Release Notes Release 0.13.0 (BETA)

Key Features and Enhancements

  • [pyTorch] Support for switching training precision between iterations.

Fixed Issues

  • [pyTorch] Fixed the misaligned address issue in the unfused softmax path (https://github.com/NVIDIA/TransformerEngine/issues/295).

  • [pyTorch] Fixed an issue where in some cases using the cuDNN backend of the fused attention would corrupt the random number generator state.

  • Enabled rigorous error checking in the FusedAttention backend to catch unsupported use cases.

  • [pyTorch] Bug fix in ONNX export not allowing users to specify type of attention mask.

  • [pyTorch] bug fix in LayerNorm when using grouped query attention.

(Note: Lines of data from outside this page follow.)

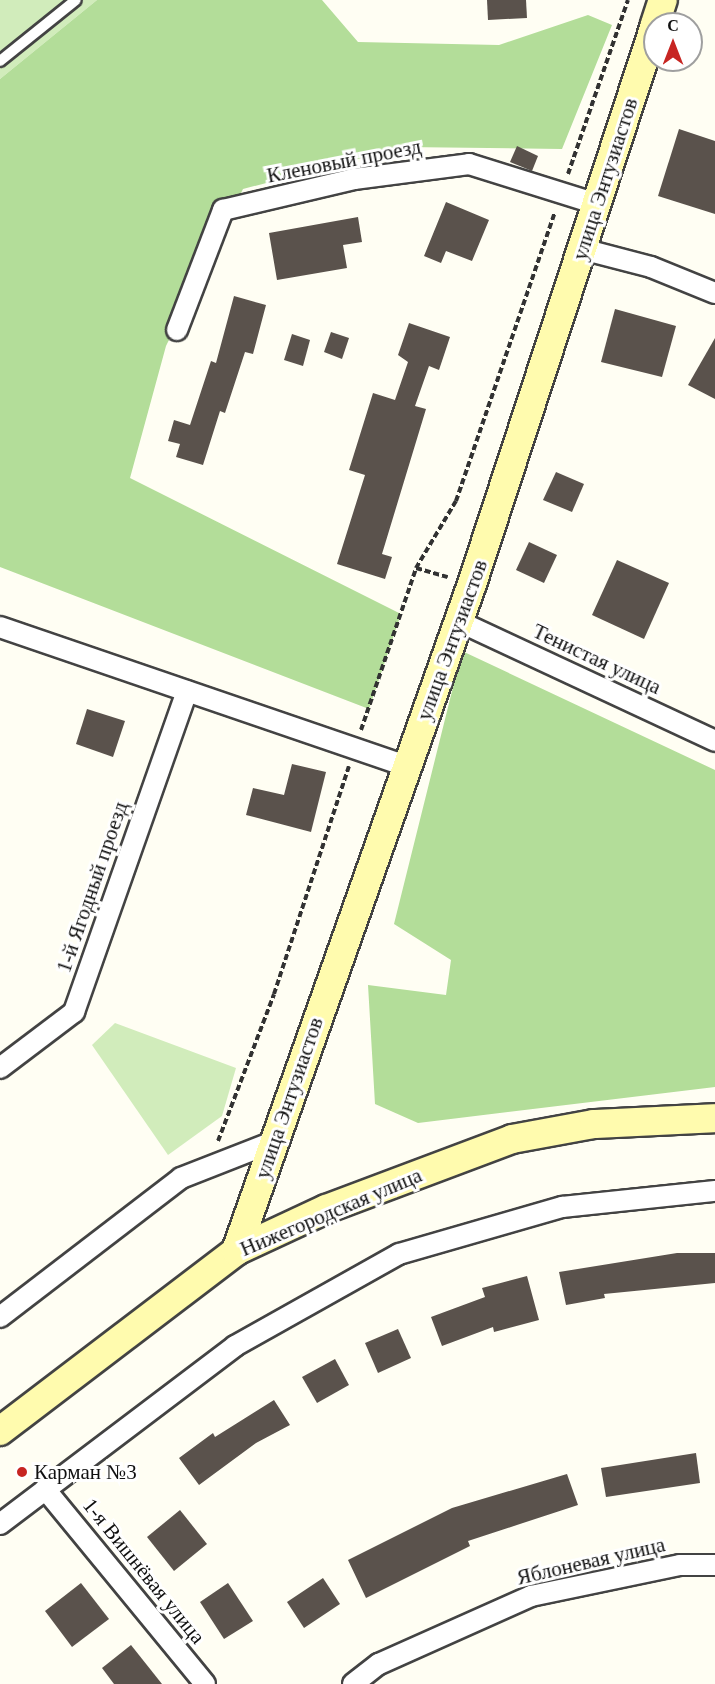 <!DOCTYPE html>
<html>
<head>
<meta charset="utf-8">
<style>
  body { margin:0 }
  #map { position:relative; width:715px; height:1684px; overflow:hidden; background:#fffef3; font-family:"Times New Roman",serif }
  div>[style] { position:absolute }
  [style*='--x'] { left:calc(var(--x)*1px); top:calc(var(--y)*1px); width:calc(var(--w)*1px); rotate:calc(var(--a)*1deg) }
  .green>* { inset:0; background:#d1ecbb }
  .forest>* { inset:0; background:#b3dd99 }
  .building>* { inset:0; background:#5a524c }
  .path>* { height:4px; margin-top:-2px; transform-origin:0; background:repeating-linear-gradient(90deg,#323232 0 6px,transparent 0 9px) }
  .roads { filter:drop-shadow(2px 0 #434343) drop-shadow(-2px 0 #434343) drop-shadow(0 2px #434343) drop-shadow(0 -2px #434343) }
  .lane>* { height:10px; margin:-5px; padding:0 5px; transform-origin:5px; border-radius:5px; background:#fff }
  .street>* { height:20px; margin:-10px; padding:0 10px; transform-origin:10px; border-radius:10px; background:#fff }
  .secondary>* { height:28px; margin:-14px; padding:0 14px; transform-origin:14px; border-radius:14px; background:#fffbae }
  .dots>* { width:16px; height:16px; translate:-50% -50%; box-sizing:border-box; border:3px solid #fff; border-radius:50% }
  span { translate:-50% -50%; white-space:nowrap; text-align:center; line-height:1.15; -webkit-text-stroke:6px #fff; paint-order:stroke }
  .street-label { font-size:21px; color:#101010 }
  .poi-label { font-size:21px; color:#101010 }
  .left { translate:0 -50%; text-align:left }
  .north { position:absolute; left:643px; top:12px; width:60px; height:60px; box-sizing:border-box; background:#fff; border:2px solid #9f9f9f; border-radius:50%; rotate:0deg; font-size:16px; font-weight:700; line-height:24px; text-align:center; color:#101010 }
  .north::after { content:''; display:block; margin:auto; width:21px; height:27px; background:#c72522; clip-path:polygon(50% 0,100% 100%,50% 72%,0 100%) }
</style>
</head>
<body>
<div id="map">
  <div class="green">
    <div style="clip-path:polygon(0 0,97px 0,0 79px)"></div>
    <div style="clip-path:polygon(115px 1023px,236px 1068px,222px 1116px,168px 1155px,92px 1045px)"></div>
  </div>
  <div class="forest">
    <div style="clip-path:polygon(97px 0,322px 0,358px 42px,499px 45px,588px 15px,612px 25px,562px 149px,404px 147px,243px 189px,166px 346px,130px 478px,401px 614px,369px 709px,0 567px,0 79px)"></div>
    <div style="clip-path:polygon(462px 651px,715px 770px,715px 1087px,418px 1123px,375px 1104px,368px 985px,446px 995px,451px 960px,394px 924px)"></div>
  </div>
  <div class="building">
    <div style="clip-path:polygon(487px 0,526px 0,527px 18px,488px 20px)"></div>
    <div style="clip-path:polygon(679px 129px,715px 141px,715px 214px,658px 196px)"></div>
    <div style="clip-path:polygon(517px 146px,538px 156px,532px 171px,510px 162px)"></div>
    <div style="clip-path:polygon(446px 202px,489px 220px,472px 261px,446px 251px,441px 263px,424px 256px)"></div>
    <div style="clip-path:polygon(358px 217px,362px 242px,343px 245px,347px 268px,277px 280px,269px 233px)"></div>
    <div style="clip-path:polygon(234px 296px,266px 305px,253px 354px,245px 352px,225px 413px,220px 411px,203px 465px,176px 457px,180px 444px,168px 441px,174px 420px,190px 425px,211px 361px,216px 363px)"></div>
    <div style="clip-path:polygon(615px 309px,676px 326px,662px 377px,601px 362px)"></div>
    <div style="clip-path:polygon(409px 323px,450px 337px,439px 370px,429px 366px,415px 406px,426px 409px,382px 554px,392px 557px,385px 579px,337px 564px,365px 475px,349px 470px,373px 393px,395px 400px,408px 362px,398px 355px)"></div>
    <div style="clip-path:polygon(331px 332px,349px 338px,342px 359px,324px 352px)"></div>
    <div style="clip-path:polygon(292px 334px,310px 340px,303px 366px,284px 360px)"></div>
    <div style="clip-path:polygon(715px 338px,715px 399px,688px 385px)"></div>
    <div style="clip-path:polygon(556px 472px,584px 484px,572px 512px,543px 500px)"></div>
    <div style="clip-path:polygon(529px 542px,557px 555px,544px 583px,516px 570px)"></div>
    <div style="clip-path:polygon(617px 560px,669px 583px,644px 639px,592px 615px)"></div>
    <div style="clip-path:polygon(87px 709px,125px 721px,113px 757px,76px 744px)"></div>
    <div style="clip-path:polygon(292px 764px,326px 772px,311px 832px,246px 815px,253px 788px,284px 795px)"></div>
    <div style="clip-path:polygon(677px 1253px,715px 1253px,715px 1283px,604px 1294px,605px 1298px,566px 1305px,559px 1272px)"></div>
    <div style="clip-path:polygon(527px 1276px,539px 1320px,494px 1332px,493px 1327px,442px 1346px,431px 1317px,485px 1297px,482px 1288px)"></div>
    <div style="clip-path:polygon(398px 1329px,411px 1358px,378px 1373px,365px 1343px)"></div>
    <div style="clip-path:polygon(335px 1359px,349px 1385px,317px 1403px,302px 1377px)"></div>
    <div style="clip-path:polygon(274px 1400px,290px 1425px,256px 1443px,199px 1485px,179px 1458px,213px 1433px,215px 1437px)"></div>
    <div style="clip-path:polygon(696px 1453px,700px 1483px,606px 1497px,601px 1468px)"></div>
    <div style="clip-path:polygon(567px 1474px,578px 1505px,468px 1541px,470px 1546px,366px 1598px,348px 1560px,452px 1508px)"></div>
    <div style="clip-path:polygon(180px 1510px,207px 1544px,174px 1571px,147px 1537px)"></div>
    <div style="clip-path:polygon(323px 1578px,340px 1604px,304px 1628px,287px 1602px)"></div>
    <div style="clip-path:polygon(81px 1583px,109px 1619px,72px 1647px,45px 1611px)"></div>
    <div style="clip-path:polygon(228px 1583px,253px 1621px,224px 1639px,200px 1602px)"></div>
    <div style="clip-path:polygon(131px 1645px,162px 1684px,114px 1684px,102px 1668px)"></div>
  </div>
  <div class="path">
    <div style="--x:568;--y:174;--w:184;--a:-71"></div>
    <div style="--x:416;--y:568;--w:78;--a:-59.2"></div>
    <div style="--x:456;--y:501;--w:305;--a:-71.1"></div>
    <div style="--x:361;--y:730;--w:171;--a:-71.2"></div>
    <div style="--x:416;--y:568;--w:33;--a:16"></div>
    <div style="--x:218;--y:1141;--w:157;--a:-69.1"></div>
    <div style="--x:274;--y:994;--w:240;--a:-71.8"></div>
  </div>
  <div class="roads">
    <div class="lane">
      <div style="--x:0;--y:61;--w:97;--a:-38.8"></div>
    </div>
    <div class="street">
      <div style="--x:582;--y:249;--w:71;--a:14.6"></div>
      <div style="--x:651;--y:267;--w:69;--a:22.1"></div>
      <div style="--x:177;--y:330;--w:129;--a:-69"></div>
      <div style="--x:223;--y:210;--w:135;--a:-13.3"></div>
      <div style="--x:354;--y:179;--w:116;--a:-7.4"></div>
      <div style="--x:469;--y:164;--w:134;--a:17.4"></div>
      <div style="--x:458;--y:621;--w:284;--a:25"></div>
      <div style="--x:0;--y:627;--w:430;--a:18.9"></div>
      <div style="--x:0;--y:1068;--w:93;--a:-37.1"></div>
      <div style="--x:74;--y:1012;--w:340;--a:-70.6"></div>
      <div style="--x:0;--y:1317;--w:228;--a:-37.5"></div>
      <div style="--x:181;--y:1178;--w:99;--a:-21.4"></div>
      <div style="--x:45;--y:1489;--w:252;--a:50.6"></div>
      <div style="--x:0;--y:1524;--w:295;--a:-37.1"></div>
      <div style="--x:235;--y:1346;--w:188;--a:-29.3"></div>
      <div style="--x:399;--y:1254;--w:170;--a:-16.1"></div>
      <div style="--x:562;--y:1207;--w:154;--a:-6"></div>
      <div style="--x:353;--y:1684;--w:33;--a:-38"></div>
      <div style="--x:379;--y:1664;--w:167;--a:-24.1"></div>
      <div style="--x:531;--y:1596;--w:152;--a:-11.8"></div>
      <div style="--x:680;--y:1565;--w:35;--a:0"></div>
    </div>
    <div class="secondary">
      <div style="--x:655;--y:24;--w:25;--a:-72"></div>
      <div style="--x:236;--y:1251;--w:708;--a:-70.52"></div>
      <div style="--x:472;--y:584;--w:588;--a:-71.87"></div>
      <div style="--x:0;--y:1431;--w:297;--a:-37.3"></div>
      <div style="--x:236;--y:1251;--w:99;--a:-25"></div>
      <div style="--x:326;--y:1209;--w:199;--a:-20.6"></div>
      <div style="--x:512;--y:1139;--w:83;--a:-10.4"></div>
      <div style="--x:594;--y:1124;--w:121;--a:-2.8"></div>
    </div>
  </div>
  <div class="dots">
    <div style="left:22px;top:1472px;background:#c72522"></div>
  </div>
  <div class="street-label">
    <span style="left:344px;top:161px;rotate:-11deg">Кленовый проезд</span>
    <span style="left:605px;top:179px;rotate:-72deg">улица Энтузиастов</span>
    <span style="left:452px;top:640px;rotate:-70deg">улица Энтузиастов</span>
    <span style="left:597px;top:659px;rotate:25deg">Тенистая улица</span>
    <span style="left:92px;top:887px;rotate:-71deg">1-й Ягодный проезд</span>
    <span style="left:289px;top:1098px;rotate:-71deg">улица Энтузиастов</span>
    <span style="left:331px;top:1212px;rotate:-23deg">Нижегородская улица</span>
    <span style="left:591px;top:1561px;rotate:-13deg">Яблоневая улица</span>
    <span style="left:144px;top:1571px;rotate:51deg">1-я Вишнёвая улица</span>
  </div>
  <div class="poi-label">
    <span class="left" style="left:34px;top:1472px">Карман №3</span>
  </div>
  <div class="north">С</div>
</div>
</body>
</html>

  • [JAX] Fix a bug in LayerNorm backward that resulted in incorrect sharding when using FSDP.

Known Issues in This Release

  • FlashAttention v2, which is a dependency of this release of Transformer Engine, has a known issue with excessive memory usage during installation (https://github.com/Dao-AILab/flash-attention/issues/358). You can work around this issue either by setting the environment variable MAX_JOBS=1 during Transformer Engine installation, or by installing FlashAttention v1 (e.g. running pip install flash-attn==1.0.9) before attempting to install Transformer Engine.

  • There is a known crash when using the TransformerLayer and MultiheadAttention APIs with the rotary_pos_emb option.

Breaking Changes in This Release

  • There are no breaking changes in this release.

Deprecated Features

  • [pyTorch] The TransformerLayer arguments attention_softmax_in_fp32 and apply_query_key_layer_scaling are deprecated, and will be removed in a future release. The default behavior is as if those arguments were set to True.